The assignee for this patent, patent number 8620873, is
Reporters obtained the following quote from the background information supplied by the inventors: "One of the objectives of a safety-relevant or safety-oriented system is to guarantee a reliable and correct functioning of software components which are involved in safety-critical functions.
"When a safety function is executed its reliability and correctness can be influenced by the occurrence of errors. Typically errors such as random hardware faults or systematic design errors can occur in such cases. A possible defect in a processing unit could be cited as an example of a random hardware fault. This produces a malfunction which adversely affects the handling of a device (e.g. of a vehicle) in which the processor unit is employed. Possible design errors can occur even during the development phase because of incorrect implementation of the specification (e.g. modeling or planning). Such errors and similar errors can have serious consequences in safety-relevant systems.
"If the transport area (e.g. railways or aircraft) is considered as an example, such errors can typically lead to a system or a device (of a vehicle for example) becoming unmanageable, with the concomitant serious consequences for the passengers. Nor is a permanent adverse effect on the environment beyond the bounds of possibility.
"To ensure functional safety at least one safety requirement is generally specified for each specified safety function, in order to achieve and/or to fulfill a predetermined safety level. Functional safety is then seen is being provided if each specified safety function is executed and for each safety function a desired level of fulfillment is achieved in accordance with the corresponding safety integrity level. It should be noted here that the safety integrity level (SIL) is a property of a safety function and does not relate to a system or to a subsystem. This safety function is realized through a combination of systems however, which consist of software and hardware components. The safety integrity system thus relates to an end-to-end safety function of a safety-related system.
"Like every other component of the safety-oriented system, a software component does not have any Safety Integrity Level (SIL) if it is considered in isolation from a safety-related system. If the software component is integrated into a system, the software component can be suitable for supporting safety functions for a specific SIL. This depends on how the software component was specified, developed, implemented and/or verified.
"The software safety integrity level n or SSIL n is specified as follows: Software which has been developed using appropriate techniques and measures, with the techniques and measures ensuring that the software meets the requirements for systematic failures of a specific safety function X for SSIL n.

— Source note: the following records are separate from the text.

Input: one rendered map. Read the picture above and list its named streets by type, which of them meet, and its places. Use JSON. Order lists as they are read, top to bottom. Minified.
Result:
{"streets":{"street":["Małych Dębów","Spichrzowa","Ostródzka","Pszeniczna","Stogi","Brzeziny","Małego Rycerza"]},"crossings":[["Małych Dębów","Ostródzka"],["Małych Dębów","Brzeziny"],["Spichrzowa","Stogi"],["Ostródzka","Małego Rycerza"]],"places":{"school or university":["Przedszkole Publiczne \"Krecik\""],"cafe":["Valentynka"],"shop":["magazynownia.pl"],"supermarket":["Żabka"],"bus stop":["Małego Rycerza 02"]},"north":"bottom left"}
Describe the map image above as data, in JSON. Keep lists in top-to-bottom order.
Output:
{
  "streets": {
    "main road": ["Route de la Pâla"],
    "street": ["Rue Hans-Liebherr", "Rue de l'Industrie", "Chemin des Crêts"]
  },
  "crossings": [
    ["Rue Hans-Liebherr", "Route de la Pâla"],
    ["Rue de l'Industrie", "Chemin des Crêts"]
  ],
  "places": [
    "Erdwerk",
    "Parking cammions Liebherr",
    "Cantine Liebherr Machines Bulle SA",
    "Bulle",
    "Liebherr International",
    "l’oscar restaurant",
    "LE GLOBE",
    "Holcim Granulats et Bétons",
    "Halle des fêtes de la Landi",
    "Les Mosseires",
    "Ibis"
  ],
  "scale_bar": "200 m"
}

"Thus a software safety integrity level is not a property of systems, subsystems or components. The above specification can be interpreted such that the software system, software subsystem or the software components can be used at integrity levels up to SSIL 1, 2, 3 or 4. This alone is not sufficient however to establish a safety function for the required SSIL. The software safety integrity level of a subsystem determines the highest SSIL which can be made to apply for a safety function using this subsystem. The enabling or the usability of a subsystem for SSILn (with n=1, 2, 3 or 4) is achieved if the SW subsystem fulfils the requirements of prespecified safety standards (e.g. IEC 61508, EN50128 etc.).
"Furthermore product-liability is also an important aspect as far as safety-relevant or safety-oriented systems are concerned. If a (purchased) product is faulty, under some circumstances claims for damages can also be made. The manufacturer can deny responsibility for the damage if the fault was not present when the product was put into circulation or if the product met predetermined safety expectations and predetermined legal requirements.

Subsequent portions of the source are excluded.